Мистер Холмс вычленил из ее зловещей риторики необходимый факт, отвечавший на его вопрос:
– То есть Париж с его катакомбами и подземельями оказался воплощением Сибири. А как насчет религиозных символов? Надписей на стене с упоминанием евреев?
– Евреи! Это была моя идея. Они бегут из России как крысы, и их нигде не любят. На них легко показывать пальцами. А что касается христианской символики – они и есть христиане, эти божественные сибирские дикари. И очень ревностные, хоть и сплелись, как древние оливы, в столь оригинальную извращенную форму религиозной доктрины. Слышал ли ты во время своего «расследования», что один сибирский крестьянин, узнав про перепись населения, принял ее за пришествие антихриста? Он закопал живьем свою мать, жену и детей и призывал односельчан позволить ему позаботиться и об их семьях, что он и проделал, убив двадцать человек, прежде чем покончил с собой. Некоторые пошли по его стопам, рассчитывая, что предводитель под конец перережет им горло из милосердия. Везде, где есть овцы, желающие быть ведомыми, найдутся и лидеры, которые поведут их на заклание. Хлыстам уже более двух веков, от них произошли скопцы: те верят, что ученики Христа были кастратами и что Святой Дух приходит с огнем, а не со святой водой. Это объясняет некоторые мотивы самоистязания и членовредительства, принятые в их ритуалах.
– Разве они не поклонники дьявола? – не удержалась я.
– Вовсе нет. Как и большинство христиан, они считают, что их путь – единственно верный. Они ищут духовного очищения. Но их методы поклонения требуют неумеренных возлияний, чтобы притупить боль. А еще им удается себя убедить – да так, что позавидовал бы любой политик, – будто путь к воздержанию лежит через распущенность. Чтобы стать чистым, надо стать нечистым. И в особенности вседозволенность касается их предводителей. Как говорит мой милый Медведь, «грех грехом вышибают».
Ирен уставилась на нее:
– Для вас, похоже, нет ничего святого, кроме вас самой. Вы кормитесь хаосом. Международным. Политическим. Религиозным. Почему?
– Кровь – это жизнь, – холодно повторила Татьяна. – И те, кто пишет историю, не боятся пролить кровь.

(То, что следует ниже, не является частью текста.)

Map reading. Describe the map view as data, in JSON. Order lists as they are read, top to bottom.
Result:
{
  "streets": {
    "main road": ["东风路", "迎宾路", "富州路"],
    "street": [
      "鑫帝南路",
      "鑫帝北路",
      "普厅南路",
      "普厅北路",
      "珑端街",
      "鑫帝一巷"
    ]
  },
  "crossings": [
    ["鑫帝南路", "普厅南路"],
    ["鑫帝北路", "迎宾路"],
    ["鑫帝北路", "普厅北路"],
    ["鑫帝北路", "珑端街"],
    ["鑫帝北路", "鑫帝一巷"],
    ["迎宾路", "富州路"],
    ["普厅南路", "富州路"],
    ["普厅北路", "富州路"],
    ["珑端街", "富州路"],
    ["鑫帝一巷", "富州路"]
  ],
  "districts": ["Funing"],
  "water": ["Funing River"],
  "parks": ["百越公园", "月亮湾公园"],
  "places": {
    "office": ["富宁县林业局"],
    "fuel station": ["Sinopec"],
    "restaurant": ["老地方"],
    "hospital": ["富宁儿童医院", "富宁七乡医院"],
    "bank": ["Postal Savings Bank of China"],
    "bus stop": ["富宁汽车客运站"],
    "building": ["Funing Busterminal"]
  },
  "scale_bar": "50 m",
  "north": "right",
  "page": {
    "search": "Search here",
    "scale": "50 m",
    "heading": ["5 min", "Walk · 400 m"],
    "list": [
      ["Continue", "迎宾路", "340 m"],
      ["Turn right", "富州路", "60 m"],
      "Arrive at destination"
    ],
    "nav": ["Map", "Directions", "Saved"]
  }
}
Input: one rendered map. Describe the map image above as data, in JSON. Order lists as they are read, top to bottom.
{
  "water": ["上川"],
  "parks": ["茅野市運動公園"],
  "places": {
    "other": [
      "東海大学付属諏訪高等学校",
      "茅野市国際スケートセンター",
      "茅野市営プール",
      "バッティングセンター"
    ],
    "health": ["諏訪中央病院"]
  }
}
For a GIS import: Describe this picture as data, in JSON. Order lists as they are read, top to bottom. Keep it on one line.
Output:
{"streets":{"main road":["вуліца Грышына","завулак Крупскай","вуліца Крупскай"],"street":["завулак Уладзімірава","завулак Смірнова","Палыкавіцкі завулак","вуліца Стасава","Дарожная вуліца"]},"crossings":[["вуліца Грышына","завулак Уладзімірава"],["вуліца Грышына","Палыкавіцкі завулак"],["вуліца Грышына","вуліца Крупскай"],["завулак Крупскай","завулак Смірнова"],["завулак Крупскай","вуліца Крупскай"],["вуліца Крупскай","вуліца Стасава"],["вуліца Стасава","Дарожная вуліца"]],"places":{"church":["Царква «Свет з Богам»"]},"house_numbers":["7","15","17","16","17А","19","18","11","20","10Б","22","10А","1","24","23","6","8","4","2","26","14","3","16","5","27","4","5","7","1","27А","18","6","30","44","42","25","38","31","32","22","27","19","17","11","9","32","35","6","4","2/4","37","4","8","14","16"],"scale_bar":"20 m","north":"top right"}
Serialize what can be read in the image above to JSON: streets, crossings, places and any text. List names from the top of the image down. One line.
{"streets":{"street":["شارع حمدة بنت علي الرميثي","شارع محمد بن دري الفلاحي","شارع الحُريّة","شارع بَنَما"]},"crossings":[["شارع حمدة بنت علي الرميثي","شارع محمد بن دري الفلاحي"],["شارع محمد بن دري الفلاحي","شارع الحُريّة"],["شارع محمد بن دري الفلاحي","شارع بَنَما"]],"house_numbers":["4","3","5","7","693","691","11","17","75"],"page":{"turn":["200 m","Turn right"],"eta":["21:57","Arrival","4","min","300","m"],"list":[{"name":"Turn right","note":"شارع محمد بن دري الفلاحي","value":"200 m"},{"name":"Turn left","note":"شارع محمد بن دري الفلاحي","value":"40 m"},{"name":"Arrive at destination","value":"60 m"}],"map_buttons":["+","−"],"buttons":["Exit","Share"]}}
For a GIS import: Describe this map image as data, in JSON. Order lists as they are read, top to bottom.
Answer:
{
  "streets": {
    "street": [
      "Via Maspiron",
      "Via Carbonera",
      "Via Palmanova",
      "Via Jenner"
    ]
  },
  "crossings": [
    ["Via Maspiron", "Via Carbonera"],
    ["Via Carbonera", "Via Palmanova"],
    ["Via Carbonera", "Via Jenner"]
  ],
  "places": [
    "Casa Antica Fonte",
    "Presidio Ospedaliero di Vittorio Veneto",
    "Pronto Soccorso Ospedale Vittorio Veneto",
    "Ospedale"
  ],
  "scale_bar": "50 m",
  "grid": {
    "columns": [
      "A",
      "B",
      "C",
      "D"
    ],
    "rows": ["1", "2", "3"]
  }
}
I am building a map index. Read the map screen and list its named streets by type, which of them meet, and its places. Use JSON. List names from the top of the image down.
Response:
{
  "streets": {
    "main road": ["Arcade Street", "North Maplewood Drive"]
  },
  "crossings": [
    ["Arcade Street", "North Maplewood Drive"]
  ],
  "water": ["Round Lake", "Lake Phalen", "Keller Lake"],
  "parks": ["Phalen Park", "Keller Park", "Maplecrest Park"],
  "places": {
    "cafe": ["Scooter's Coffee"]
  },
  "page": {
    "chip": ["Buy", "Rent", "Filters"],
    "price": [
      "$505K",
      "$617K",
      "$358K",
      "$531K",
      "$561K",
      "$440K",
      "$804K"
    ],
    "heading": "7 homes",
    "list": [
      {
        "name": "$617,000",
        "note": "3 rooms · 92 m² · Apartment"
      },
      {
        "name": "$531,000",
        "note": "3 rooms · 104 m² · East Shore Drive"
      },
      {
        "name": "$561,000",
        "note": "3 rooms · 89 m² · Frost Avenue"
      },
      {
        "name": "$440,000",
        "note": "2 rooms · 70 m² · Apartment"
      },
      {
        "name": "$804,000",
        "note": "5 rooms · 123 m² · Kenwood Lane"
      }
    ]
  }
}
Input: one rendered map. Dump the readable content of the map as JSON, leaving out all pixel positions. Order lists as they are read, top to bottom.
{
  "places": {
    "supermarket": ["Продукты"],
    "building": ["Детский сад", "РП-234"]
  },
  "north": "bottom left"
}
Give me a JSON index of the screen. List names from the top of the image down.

– Тут она права, – заметил Шерлок Холмс, когда мы снова оказались за дверью камеры, где томилась Татьяна. – Хорошо бы власти казнили ее и Медведя как можно скорее.
– Без суда? – Ирен не столько задала вопрос, сколько выразила свое возмущение.
– Думаю, хлысты, с их нелогичной идеей поиска чистоты в грехе, одобрили бы следующее мое наблюдение: иногда справедливость быстрее всего достигается в обход правосудия. Но не стоит волноваться: в здешних местах хватает малоизвестных, но неприступных крепостей, чтобы на десятилетия упрятать хоть Наполеона со всей его армией. Эти двое сгинут в подземельях какого-нибудь замка, и никто о них больше не услышит.
– А вы уверены, что Медведь – этот Григорий – и есть Джек-потрошитель?
– Он самый вероятный кандидат. В Уайтчепеле я обнаружил подвалы, где проводили свои ритуалы последователи культа, и нашел там тот же воск и те же бутылки из-под водки, а также пробки от винных бутылок, которые предпочитали иностранные последователи Медведя. Ваши друзья видели его невероятную способность пить. В таком состоянии человек способен на все.